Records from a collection
────────────────────────────────────────

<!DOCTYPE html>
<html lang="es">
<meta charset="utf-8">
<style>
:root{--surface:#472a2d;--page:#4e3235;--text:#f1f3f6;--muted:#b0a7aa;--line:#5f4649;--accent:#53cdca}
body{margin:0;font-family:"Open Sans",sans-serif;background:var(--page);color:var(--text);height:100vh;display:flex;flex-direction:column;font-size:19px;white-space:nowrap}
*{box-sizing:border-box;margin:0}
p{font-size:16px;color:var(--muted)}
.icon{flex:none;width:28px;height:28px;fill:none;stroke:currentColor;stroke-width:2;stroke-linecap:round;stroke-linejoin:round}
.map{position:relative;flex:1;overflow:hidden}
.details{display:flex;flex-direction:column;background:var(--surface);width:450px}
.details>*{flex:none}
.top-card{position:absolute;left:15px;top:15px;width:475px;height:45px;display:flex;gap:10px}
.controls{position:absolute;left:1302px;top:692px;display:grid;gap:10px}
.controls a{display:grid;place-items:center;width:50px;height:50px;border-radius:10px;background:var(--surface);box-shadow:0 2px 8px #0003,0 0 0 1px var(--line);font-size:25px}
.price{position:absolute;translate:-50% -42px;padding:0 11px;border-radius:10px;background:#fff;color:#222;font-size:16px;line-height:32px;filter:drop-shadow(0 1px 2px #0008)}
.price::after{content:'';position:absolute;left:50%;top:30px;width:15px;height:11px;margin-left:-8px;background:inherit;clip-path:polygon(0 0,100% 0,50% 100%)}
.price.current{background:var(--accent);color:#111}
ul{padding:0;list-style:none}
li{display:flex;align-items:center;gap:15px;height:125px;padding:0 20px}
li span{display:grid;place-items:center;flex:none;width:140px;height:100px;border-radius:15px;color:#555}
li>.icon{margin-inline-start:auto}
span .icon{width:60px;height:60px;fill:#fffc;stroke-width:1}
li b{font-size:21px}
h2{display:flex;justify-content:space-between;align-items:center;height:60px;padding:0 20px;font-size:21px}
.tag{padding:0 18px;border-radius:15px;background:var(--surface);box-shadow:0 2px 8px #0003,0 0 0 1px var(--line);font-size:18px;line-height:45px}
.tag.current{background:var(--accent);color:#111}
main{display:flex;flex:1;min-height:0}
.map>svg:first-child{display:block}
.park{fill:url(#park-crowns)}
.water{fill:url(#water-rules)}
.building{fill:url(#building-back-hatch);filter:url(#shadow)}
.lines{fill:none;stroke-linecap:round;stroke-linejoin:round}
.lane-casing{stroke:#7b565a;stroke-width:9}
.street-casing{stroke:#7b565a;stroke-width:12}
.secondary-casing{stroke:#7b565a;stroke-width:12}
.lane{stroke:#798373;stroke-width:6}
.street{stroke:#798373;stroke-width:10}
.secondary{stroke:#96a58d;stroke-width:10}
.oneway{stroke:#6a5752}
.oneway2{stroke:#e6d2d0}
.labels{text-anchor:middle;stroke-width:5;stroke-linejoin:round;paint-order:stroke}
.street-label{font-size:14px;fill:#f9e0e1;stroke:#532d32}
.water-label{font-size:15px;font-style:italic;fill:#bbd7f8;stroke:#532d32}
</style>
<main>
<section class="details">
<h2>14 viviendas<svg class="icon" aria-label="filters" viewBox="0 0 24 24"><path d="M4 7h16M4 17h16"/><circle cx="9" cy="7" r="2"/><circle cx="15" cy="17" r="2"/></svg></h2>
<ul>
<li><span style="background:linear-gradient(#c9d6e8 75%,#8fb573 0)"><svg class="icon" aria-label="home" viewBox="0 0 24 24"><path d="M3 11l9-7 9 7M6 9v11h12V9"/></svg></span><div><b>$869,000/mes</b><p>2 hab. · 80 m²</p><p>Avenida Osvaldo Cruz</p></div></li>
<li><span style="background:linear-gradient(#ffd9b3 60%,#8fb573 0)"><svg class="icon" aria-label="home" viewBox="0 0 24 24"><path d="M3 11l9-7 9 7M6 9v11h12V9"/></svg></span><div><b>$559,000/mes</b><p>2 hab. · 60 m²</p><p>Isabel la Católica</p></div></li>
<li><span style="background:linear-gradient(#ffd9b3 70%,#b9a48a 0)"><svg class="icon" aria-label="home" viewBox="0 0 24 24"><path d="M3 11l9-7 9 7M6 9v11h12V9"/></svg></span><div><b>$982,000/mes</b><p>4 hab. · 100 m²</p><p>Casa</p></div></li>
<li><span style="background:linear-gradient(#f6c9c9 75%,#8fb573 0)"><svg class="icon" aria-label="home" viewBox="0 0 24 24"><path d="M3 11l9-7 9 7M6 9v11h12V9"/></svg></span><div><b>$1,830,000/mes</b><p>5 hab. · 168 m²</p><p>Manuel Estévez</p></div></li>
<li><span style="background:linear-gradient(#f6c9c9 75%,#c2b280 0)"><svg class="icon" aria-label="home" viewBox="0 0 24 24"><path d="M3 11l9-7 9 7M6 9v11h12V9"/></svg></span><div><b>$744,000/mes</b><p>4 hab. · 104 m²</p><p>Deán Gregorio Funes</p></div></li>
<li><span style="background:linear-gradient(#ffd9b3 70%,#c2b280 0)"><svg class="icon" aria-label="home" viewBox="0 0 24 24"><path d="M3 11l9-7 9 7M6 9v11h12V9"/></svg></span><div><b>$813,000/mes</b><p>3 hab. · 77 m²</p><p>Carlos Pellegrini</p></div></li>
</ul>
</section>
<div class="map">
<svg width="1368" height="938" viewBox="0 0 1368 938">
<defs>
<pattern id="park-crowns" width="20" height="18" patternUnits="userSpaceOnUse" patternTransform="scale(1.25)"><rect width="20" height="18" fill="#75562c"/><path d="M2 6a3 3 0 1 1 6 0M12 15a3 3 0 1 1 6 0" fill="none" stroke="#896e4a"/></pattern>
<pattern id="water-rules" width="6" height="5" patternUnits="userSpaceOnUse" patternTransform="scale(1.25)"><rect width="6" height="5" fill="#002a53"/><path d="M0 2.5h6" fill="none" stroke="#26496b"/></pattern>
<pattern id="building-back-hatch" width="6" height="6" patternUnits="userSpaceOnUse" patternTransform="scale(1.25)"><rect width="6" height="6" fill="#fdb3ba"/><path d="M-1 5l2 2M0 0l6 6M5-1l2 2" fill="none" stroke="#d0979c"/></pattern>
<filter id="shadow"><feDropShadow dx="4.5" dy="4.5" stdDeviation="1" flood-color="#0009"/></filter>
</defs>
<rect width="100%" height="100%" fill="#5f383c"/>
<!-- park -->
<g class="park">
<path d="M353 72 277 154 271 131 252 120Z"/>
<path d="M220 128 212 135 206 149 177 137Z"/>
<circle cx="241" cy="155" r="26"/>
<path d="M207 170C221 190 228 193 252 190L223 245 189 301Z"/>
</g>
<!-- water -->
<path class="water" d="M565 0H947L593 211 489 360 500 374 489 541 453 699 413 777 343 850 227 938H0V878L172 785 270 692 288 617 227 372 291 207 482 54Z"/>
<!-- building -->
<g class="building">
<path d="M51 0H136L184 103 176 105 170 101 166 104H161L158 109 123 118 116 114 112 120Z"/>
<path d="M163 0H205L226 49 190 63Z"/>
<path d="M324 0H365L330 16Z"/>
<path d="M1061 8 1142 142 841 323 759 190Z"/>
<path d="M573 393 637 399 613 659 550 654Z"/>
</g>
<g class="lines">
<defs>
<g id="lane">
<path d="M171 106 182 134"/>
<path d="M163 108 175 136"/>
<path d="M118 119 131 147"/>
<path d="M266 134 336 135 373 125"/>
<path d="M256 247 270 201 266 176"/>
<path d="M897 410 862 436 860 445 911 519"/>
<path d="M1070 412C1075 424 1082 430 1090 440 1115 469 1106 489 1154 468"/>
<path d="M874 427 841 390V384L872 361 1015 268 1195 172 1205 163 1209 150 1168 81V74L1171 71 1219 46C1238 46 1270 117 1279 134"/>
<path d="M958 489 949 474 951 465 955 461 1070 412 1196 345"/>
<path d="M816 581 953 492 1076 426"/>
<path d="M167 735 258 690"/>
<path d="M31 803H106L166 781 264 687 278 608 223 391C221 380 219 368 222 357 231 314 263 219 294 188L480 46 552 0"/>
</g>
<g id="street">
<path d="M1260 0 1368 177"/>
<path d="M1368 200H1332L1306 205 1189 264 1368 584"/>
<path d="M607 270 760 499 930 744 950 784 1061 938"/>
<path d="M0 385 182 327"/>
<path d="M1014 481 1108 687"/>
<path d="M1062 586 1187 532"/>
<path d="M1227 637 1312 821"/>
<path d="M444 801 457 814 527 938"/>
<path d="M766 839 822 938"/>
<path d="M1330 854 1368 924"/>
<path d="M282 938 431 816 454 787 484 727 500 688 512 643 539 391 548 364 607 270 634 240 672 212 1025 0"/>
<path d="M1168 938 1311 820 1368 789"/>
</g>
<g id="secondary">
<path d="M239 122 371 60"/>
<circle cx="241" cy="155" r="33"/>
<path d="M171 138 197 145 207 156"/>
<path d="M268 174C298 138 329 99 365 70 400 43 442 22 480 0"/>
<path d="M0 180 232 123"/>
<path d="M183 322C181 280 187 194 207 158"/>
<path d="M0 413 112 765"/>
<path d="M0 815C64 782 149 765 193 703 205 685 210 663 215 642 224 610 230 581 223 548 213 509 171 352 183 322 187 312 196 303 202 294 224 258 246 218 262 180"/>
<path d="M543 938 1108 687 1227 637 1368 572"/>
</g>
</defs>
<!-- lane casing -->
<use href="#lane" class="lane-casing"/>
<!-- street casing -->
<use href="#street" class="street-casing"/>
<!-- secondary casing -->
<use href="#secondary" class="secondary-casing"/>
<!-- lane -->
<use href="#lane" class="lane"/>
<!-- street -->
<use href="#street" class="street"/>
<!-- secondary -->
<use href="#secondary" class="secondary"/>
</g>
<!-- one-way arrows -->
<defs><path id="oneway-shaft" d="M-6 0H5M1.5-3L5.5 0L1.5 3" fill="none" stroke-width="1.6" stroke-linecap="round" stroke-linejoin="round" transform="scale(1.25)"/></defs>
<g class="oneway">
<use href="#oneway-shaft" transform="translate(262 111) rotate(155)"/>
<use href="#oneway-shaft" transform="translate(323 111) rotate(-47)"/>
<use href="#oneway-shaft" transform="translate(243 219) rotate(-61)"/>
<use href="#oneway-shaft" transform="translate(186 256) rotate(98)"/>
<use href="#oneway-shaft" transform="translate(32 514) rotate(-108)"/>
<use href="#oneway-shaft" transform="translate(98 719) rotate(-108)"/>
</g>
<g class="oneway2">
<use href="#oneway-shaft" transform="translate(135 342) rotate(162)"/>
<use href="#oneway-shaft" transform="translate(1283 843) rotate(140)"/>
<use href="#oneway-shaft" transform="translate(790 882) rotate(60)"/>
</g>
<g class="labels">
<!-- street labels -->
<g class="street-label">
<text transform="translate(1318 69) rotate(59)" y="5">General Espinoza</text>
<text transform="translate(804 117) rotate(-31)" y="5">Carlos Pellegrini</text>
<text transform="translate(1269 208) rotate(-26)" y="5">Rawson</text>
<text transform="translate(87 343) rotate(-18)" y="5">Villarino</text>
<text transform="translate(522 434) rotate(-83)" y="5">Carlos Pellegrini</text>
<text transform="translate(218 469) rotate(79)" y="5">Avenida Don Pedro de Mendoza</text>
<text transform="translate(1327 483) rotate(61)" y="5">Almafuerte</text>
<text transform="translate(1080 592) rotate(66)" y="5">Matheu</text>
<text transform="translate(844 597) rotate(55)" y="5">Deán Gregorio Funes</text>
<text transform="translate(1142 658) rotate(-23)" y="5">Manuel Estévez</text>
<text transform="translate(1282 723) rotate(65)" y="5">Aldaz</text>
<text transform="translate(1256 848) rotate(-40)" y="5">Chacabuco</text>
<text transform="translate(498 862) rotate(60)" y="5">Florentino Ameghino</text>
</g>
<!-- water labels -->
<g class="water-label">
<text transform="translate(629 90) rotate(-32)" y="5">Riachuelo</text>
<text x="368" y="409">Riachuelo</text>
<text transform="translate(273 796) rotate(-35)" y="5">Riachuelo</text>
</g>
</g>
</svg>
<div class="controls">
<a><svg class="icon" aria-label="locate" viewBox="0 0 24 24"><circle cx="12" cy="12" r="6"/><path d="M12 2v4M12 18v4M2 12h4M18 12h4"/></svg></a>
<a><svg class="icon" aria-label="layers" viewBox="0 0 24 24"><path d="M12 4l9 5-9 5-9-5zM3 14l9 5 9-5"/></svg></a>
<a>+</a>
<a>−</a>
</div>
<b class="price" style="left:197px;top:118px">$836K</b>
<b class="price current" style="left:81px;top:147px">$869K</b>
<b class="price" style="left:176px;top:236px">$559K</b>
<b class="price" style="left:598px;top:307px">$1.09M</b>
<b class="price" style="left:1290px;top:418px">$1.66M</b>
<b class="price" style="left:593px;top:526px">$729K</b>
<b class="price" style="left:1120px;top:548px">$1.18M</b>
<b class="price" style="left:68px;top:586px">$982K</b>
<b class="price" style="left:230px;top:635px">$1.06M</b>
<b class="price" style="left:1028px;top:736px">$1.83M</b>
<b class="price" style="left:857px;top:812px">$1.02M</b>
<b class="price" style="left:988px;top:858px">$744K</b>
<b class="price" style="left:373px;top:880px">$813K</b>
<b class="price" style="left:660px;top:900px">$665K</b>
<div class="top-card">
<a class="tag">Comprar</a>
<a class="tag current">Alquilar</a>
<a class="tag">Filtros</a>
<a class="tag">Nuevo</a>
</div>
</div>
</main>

────────────────────────────────────────

## Exercise brief
Find every line in the records that has the string "column", then state how many there are and nothing else.

## The completed task
2